- Problem statement
Sift the material for lines containing "column", and return them.

+++++

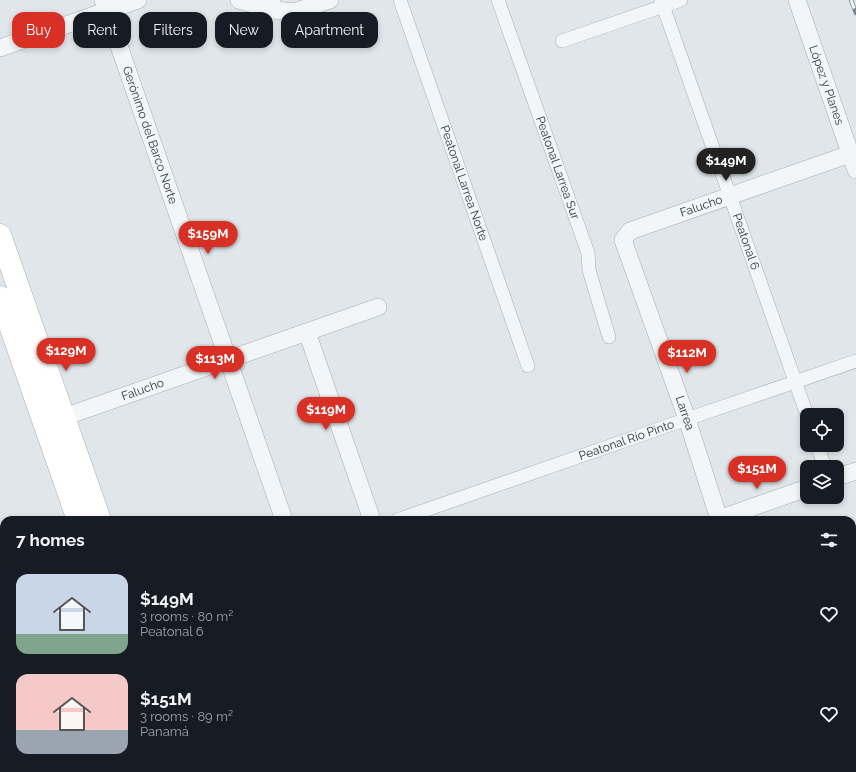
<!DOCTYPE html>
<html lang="en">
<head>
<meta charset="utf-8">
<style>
  :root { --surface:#171b24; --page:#20242c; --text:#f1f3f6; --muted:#9ea1a6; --accent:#d93025 }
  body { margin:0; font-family:Raleway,sans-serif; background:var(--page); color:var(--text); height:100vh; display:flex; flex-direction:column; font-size:15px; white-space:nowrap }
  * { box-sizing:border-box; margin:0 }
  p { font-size:13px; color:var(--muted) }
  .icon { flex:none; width:22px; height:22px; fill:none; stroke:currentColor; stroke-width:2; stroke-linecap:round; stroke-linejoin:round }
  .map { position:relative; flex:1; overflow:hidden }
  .details { position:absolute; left:0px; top:516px; width:856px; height:256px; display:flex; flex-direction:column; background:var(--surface); border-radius:12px 12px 0 0; box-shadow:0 2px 6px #0003 }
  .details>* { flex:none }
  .hud { position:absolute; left:12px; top:12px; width:400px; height:36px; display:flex; gap:8px }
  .buttons { position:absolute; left:800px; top:408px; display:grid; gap:8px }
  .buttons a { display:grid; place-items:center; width:44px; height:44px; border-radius:8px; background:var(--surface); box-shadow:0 2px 6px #0003; font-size:20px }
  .price { position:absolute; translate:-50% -34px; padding:0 9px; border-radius:14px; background:var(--accent); color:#fff; font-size:13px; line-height:26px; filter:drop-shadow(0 1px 2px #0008) }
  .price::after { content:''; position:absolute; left:50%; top:24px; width:12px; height:9px; margin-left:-6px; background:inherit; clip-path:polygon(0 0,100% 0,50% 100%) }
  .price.current { background:#222; color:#fff }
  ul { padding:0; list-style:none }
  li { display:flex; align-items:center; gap:12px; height:100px; padding:0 16px }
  li span { display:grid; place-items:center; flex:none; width:112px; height:80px; border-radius:12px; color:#555 }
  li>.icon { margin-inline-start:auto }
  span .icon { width:48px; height:48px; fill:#fffc; stroke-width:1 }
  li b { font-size:17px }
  h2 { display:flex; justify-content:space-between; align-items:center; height:48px; padding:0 16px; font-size:17px }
  .chip { padding:0 14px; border-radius:12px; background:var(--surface); box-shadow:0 2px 6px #0003; font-size:14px; line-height:36px }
  .chip.current { background:var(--accent); color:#fff }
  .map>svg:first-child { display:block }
</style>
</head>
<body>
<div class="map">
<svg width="856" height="772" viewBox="0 0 856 772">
  <rect width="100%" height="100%" fill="#e0e6ea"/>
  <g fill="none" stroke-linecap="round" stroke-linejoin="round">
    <!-- pedestrian casing -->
    <g stroke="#a5aeb4" stroke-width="14">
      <g id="pedestrian">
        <path id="s1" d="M400,0l128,366"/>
        <path id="s2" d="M498,0l90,253 1,17 20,67"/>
        <path id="s3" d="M661,0l146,415"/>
        <path d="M562,41l119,-41"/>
        <path d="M817,445l8,22"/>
        <path id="s4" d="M397,520l290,-101 169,-58"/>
      </g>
    </g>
    <!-- minor casing -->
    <g stroke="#a5aeb4" stroke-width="18">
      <g id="minor">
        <path id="s5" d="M103,0l181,520"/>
        <path d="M239,0l35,10"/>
        <path d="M271,0l3,10 20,2 36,-12"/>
        <path id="s6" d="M797,0l59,170"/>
        <path d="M0,48l138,-48"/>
        <path d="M307,332l65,188"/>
        <path id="s7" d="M52,421l12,-4 314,-110"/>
        <path d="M837,477l19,-6"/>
        <path id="s8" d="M719,519l-32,-100 -64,-179 7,-9 220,-77"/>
        <path d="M716,520l91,-32"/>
        <path d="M852,626l4,-2"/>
        <path d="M370,768l1,4"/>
        <path d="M532,768l1,4"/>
        <path d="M785,768l1,4"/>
        <path d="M845,772l11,-4"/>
      </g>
    </g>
    <!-- secondary casing -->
    <g stroke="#a5aeb4" stroke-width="23">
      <path id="secondary" d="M0,235l100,285
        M0,297l78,223
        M164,768l2,4
        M187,768l2,4"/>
    </g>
    <!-- pedestrian -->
    <use href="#pedestrian" stroke="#f3f6f8" stroke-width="13"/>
    <!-- minor -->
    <use href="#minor" stroke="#f3f6f8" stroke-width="17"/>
    <!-- secondary -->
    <use href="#secondary" stroke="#fff" stroke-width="22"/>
    <!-- rail casing -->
    <g stroke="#798994" stroke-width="4.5">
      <path id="rail" d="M851,0l5,13"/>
    </g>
    <!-- rail -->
    <use href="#rail" stroke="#f0f4f7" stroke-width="3" stroke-dasharray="9" stroke-linecap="butt"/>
  </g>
  <g text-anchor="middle" stroke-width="4" stroke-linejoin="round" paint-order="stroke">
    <!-- street labels -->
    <g font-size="12" fill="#283742" stroke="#f0f4f7">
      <text dy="4" stroke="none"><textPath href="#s6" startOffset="90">López y Planes</textPath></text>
      <text dy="4" stroke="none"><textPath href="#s5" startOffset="143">Gerónimo del Barco Norte</textPath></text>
      <text dy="4" stroke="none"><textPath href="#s2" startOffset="178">Peatonal Larrea Sur</textPath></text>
      <text dy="4" stroke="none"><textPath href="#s1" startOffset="194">Peatonal Larrea Norte</textPath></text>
      <text dy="4" stroke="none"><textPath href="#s8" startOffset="382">Falucho</textPath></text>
      <text dy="4" stroke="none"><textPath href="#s3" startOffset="256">Peatonal 6</textPath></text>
      <text dy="4" stroke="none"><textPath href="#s7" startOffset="96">Falucho</textPath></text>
      <text transform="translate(685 413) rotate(71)" y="4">Larrea</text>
      <text dy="4" stroke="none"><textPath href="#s4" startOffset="243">Peatonal Río Pinto</textPath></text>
    </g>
  </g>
</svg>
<div class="buttons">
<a><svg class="icon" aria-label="locate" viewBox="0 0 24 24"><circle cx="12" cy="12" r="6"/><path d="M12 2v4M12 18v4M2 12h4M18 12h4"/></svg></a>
<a><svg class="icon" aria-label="layers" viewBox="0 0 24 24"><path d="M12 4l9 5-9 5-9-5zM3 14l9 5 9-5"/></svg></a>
</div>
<b class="price current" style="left:726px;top:182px">$149M</b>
<b class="price" style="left:208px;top:255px">$159M</b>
<b class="price" style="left:66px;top:372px">$129M</b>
<b class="price" style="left:687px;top:374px">$112M</b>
<b class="price" style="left:215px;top:380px">$113M</b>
<b class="price" style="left:326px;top:431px">$119M</b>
<b class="price" style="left:757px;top:490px">$151M</b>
<div class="hud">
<a class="chip current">Buy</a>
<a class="chip">Rent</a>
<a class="chip">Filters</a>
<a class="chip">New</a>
<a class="chip">Apartment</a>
</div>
<section class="details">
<h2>7 homes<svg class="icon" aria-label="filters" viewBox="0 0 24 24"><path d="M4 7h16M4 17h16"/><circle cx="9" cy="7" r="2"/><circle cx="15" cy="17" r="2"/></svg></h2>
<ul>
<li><span style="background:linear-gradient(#c9d6e8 75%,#7fa58c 0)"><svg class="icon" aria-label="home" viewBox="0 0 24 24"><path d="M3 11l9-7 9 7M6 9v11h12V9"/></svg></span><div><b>$149M</b><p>3 rooms · 80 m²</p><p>Peatonal 6</p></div><svg class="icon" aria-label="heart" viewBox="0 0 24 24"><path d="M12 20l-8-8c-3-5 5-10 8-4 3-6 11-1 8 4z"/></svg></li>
<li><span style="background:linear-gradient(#f6c9c9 70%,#9aa5b1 0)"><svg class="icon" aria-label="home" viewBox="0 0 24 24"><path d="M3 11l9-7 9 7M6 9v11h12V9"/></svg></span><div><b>$151M</b><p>3 rooms · 89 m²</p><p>Panamá</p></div><svg class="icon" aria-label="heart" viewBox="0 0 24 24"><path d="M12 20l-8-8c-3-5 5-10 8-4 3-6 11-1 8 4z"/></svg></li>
</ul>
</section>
</div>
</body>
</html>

+++++

- Expected output
  body { margin:0; font-family:Raleway,sans-serif; background:var(--page); color:var(--text); height:100vh; display:flex; flex-direction:column; font-size:15px; white-space:nowrap }
  .details { position:absolute; left:0px; top:516px; width:856px; height:256px; display:flex; flex-direction:column; background:var(--surface); border-radius:12px 12px 0 0; box-shadow:0 2px 6px #0003 }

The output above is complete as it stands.